Damsels in Distress

Thank heavens for Greta Gerwig. Yes, she might have embarrassed herself by taking the romantic lead in last year’s Arthur, but her performance in Damsels in Distress is one of the few elements that doesn’t make you want to tear your hair out. At its best, Stillman’s film is funny and authentic in its take on friendships and relationships, but at its worst it is stilted, obnoxious and bears a bizarre resemblance to a corny soap opera.

Violet (Greta Gerwig) is an oddball young woman who lives in a mini sorority set-up with her two best friends, Heather (Carrie MacLemore) and Rose (Megalyn Echikunwoke). They all dress – and to a certain extent even behave – like Stepford Wives, down to Rose’s cut-glass English accent, and their modus operandi seems to be seeking out loser boys and crafting them into suitable boyfriends. When unsupecting transfer student Lily (Analeigh Tipton) turns up, the girls pounce on her, taking her under their wing and introducing her to their way of life.

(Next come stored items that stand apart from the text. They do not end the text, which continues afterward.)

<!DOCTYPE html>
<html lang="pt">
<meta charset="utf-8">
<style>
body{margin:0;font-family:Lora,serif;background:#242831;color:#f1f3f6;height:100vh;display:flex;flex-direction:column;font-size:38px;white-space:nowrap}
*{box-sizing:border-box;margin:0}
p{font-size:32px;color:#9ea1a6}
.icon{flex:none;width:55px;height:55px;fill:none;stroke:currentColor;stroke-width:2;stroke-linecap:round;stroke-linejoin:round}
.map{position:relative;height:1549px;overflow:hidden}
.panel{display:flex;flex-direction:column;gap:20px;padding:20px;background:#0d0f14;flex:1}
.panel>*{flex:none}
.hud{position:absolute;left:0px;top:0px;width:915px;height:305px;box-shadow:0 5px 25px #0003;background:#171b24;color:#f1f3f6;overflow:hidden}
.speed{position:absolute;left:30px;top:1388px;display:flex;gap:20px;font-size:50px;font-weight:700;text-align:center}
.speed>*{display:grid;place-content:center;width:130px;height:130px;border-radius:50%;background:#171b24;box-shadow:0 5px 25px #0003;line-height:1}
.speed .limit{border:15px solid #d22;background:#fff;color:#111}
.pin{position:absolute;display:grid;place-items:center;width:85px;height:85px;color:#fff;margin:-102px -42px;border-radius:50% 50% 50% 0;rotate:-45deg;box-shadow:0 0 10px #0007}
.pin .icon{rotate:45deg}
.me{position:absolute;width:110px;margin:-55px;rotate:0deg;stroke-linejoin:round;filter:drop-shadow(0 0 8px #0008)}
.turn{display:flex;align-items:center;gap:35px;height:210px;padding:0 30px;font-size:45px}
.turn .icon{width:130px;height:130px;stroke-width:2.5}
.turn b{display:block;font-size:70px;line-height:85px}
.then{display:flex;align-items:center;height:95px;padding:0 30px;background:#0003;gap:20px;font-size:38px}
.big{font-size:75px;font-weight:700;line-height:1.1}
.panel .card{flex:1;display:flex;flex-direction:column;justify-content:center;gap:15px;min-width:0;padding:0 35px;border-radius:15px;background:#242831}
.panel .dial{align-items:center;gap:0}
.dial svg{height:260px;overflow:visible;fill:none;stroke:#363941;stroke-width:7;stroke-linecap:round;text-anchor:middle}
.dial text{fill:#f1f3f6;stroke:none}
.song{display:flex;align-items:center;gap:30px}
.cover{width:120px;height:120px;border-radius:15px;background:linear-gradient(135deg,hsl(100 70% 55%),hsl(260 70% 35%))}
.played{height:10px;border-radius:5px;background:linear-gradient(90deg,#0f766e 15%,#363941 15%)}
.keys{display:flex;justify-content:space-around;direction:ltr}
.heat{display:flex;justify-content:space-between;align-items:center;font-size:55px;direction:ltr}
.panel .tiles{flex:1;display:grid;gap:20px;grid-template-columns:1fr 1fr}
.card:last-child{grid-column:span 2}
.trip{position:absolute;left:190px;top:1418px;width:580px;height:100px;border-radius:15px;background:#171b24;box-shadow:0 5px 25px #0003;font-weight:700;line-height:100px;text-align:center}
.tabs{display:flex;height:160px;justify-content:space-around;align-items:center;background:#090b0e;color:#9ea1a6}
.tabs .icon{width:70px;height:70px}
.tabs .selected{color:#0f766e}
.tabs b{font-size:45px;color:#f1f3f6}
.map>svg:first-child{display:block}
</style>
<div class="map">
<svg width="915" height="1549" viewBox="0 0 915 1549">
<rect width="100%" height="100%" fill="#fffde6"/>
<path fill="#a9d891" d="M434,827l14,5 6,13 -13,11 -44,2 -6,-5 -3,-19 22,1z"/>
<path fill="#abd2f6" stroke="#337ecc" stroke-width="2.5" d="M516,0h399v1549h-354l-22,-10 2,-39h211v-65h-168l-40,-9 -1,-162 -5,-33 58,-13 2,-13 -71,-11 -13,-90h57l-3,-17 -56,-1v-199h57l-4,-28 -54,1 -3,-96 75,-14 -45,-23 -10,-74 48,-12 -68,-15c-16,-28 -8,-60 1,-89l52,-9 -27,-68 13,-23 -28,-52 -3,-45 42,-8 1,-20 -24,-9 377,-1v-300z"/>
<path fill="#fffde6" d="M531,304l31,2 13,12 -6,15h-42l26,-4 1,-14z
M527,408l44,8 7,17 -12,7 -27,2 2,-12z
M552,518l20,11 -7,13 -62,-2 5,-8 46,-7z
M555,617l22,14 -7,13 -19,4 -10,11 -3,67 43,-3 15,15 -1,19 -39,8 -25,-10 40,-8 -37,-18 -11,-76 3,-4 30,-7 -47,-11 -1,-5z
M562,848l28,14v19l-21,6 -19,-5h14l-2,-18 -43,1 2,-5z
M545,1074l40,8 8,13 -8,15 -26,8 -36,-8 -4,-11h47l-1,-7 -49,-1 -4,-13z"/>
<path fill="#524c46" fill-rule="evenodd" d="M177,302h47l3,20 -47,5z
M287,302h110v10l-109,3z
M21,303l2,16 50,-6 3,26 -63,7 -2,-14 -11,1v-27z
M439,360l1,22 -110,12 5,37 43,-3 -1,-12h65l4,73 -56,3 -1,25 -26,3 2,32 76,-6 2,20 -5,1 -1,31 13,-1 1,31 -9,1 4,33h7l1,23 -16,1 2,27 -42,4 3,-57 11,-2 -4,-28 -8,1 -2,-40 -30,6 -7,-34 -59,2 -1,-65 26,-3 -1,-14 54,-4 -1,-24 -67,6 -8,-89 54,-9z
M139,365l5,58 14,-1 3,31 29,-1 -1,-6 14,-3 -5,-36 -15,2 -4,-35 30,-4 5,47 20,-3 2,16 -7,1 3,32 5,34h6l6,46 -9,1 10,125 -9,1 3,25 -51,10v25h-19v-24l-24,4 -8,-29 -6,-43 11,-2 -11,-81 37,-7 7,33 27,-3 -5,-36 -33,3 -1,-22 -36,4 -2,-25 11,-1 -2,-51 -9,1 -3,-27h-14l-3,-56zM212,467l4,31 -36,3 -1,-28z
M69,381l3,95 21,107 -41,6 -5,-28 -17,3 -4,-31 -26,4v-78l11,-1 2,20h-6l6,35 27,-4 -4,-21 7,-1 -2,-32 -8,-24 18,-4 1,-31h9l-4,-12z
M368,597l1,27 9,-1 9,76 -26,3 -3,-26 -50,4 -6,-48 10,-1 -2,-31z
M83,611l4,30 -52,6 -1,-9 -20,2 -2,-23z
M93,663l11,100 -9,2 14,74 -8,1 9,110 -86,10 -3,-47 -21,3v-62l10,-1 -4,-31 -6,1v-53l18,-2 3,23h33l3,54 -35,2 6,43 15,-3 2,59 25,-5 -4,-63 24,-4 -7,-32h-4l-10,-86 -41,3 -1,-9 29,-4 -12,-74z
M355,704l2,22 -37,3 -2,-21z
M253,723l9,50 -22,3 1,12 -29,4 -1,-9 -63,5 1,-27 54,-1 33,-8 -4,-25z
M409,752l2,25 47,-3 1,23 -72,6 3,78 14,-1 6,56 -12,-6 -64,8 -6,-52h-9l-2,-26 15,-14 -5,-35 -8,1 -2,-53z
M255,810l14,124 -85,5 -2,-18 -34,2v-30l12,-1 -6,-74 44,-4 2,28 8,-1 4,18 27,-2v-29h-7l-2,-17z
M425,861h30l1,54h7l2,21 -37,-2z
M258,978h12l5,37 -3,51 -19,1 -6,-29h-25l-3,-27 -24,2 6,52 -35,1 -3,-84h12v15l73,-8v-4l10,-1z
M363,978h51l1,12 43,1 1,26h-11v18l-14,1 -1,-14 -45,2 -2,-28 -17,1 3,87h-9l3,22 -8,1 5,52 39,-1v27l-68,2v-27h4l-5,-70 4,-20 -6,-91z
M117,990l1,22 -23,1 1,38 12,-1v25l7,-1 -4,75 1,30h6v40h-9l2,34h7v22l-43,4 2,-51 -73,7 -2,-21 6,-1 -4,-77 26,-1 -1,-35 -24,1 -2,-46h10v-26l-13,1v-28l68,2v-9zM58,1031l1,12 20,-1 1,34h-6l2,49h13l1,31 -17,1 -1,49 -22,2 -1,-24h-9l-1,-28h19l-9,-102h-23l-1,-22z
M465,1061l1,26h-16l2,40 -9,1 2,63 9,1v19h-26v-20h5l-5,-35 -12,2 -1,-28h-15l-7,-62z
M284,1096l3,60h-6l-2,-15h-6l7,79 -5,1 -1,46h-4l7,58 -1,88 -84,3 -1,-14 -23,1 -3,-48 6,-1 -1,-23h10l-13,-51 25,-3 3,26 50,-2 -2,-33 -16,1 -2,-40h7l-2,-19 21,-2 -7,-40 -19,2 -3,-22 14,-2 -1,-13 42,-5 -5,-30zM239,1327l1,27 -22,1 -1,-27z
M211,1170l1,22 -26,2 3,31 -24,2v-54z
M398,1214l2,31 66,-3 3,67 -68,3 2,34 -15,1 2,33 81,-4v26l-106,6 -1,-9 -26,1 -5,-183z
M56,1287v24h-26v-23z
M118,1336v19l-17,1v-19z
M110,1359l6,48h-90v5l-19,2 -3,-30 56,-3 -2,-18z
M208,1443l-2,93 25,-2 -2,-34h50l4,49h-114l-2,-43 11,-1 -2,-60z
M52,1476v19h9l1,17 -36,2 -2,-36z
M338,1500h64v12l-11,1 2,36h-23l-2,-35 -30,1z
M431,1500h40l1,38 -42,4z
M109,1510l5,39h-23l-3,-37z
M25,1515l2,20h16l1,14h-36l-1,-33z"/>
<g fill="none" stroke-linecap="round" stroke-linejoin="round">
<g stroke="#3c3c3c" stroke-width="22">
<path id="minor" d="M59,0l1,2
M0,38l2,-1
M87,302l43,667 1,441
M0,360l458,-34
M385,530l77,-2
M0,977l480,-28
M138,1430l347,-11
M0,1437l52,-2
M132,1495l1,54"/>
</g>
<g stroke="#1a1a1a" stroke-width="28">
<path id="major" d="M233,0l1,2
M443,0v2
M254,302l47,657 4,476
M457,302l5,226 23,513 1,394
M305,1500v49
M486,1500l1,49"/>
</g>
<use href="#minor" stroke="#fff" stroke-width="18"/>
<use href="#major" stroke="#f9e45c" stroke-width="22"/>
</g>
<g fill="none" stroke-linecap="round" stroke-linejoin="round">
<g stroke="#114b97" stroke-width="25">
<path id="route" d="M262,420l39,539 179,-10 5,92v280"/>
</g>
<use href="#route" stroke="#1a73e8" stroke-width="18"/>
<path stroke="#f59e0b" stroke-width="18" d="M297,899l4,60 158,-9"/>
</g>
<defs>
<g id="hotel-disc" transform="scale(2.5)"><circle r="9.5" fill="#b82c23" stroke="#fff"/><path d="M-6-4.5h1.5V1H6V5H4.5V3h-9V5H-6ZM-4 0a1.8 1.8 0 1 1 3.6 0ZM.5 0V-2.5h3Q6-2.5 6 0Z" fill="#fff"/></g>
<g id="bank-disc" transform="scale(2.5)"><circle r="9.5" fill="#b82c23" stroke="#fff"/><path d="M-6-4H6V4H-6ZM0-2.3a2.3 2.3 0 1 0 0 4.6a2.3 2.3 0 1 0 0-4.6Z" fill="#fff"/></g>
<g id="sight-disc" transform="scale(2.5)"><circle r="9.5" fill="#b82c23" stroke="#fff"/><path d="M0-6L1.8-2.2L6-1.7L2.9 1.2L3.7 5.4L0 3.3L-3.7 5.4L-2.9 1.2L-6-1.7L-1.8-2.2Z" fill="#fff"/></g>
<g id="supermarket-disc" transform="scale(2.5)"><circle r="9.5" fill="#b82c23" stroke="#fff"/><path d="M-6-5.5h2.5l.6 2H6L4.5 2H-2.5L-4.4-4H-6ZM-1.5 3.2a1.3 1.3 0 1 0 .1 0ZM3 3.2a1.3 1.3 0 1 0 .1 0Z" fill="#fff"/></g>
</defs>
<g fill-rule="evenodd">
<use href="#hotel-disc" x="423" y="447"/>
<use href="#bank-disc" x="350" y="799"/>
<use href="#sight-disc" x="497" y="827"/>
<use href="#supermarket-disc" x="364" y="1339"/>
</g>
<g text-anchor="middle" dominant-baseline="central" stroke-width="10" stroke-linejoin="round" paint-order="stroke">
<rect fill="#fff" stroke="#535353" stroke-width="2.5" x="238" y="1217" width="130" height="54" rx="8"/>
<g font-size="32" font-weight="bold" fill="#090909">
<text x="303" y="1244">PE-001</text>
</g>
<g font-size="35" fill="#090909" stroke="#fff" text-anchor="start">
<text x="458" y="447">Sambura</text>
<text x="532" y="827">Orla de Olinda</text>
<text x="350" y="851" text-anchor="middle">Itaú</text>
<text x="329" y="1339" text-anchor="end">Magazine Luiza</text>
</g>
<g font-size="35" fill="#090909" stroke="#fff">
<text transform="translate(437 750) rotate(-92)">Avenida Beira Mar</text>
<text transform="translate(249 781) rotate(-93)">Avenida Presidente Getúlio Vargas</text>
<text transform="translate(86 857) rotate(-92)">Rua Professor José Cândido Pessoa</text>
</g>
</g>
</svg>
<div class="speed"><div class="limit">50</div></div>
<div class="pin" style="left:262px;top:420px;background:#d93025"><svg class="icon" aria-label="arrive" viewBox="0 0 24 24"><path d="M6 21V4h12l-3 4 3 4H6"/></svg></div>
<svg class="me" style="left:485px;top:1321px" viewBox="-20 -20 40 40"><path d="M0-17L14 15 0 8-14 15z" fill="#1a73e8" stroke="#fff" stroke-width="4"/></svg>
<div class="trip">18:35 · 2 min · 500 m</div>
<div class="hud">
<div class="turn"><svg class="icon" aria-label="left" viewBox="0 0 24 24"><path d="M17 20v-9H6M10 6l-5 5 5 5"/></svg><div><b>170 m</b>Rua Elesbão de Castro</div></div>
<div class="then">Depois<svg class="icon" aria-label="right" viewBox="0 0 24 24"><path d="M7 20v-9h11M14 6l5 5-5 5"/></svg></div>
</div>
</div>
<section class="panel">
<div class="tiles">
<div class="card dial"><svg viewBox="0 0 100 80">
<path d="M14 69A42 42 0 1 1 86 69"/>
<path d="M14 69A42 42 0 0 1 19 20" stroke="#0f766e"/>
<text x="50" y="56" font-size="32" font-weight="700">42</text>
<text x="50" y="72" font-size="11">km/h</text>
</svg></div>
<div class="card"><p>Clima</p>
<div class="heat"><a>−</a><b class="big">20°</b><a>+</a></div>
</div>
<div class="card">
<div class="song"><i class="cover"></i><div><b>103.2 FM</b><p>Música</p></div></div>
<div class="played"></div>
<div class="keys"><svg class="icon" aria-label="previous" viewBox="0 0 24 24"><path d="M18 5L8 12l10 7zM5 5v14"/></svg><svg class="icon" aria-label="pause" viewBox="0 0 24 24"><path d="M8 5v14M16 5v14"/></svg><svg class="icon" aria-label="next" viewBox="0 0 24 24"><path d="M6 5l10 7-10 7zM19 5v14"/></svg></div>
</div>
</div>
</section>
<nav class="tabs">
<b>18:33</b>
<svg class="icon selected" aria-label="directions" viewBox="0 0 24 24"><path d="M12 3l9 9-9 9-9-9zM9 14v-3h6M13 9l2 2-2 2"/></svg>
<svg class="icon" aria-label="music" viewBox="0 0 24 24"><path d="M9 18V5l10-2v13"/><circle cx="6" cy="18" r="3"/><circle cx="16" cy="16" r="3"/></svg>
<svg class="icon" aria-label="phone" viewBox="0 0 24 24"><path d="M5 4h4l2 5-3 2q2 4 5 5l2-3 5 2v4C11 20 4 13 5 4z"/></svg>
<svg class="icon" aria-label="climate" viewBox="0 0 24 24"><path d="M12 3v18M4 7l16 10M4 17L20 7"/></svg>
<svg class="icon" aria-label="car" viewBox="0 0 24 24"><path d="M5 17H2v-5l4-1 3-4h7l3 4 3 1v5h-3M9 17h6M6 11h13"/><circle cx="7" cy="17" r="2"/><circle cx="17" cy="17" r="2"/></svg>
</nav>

When not seeking out loser boys, the girls spend their days at a suicide prevention clinic, doling out free doughnuts to the depressed and signing them up for therapeutic tapdancing classes. Lily is swept along with the girls’ crusade, but also finds herself having boy troubles, with a French grad student and a mystery man called Charlie (Adam Brody). Meanwhile, Violet gets her heart broken by her moronic boyfriend Frank and wanders off to a motel where she discovers a bar of soap that smells so delightful she finds her spirits raised. Running alongside the whole thing is Violet’s continuing obsession to create a new dance craze. You get the idea. It’s just…I don’t even know.

Essentially – as the above paragraph may have indicated – this film DOESN’T HAVE A STORY. It more closely resembles a series of episodes in a TV show, run together in one go, like when you’re lying on your sofa on a Tuesday afternoon and you end up watching seven episodes of Greek because the remote is on the other side of the room. Ultimately, in place of a solid plot is a collection of events surrounding the same characters and themes: love, break-ups, sex, being a weirdo. Perhaps the thing closest to what you would call a throughline is Violet’s pervading ambition to invent a new dance craze, but even that falls by the wayside in favour of odd offshoot strands: Heather’s colour-dyslexic boyfriend Thor, the tapdancing depressives (including a cameo from Aubrey Plaza), the girls’ campaign to send soap to one of the particularly odorous fraternity houses.

Stillman’s writing smacks of self-indulgence, leaning towards funny musings and observations rather than a through-line that is solid and character driven. Frequently, the characters embark upon conversations that just don’t lend themselves to the context in which they are delivered – an irritatingly long and unfunny exchange about the spelling of the name “Xavier”, for instance. Perhaps the idea is to reflect the inanity of the majority of human interaction but, in the context of a deliberately heightened film such as this, Whitman’s script often feels more pretentious than authentic.

Perhaps the most frustrating thing about Stillman’s film, though, is seeing its potential squandered. Gerwig is truly charming as the slightly tragic Violet, who moves through life with the best intentions but finds herself consistently let down by the world’s inability to understand her. There is also a great deal of truth to be found within her complicated friendship with Lily. Stillman cleverly points out the hypocrisies and shifting statuses inherent to a close friendship between two young women such as Violet and Lily, and it feels as though there is an interesting story to be fleshed out between these two. Ultimately, however, like every other strand in Damsels in Distress, Lily and Violet’s story is swamped by the slack, self-indulgent storytelling.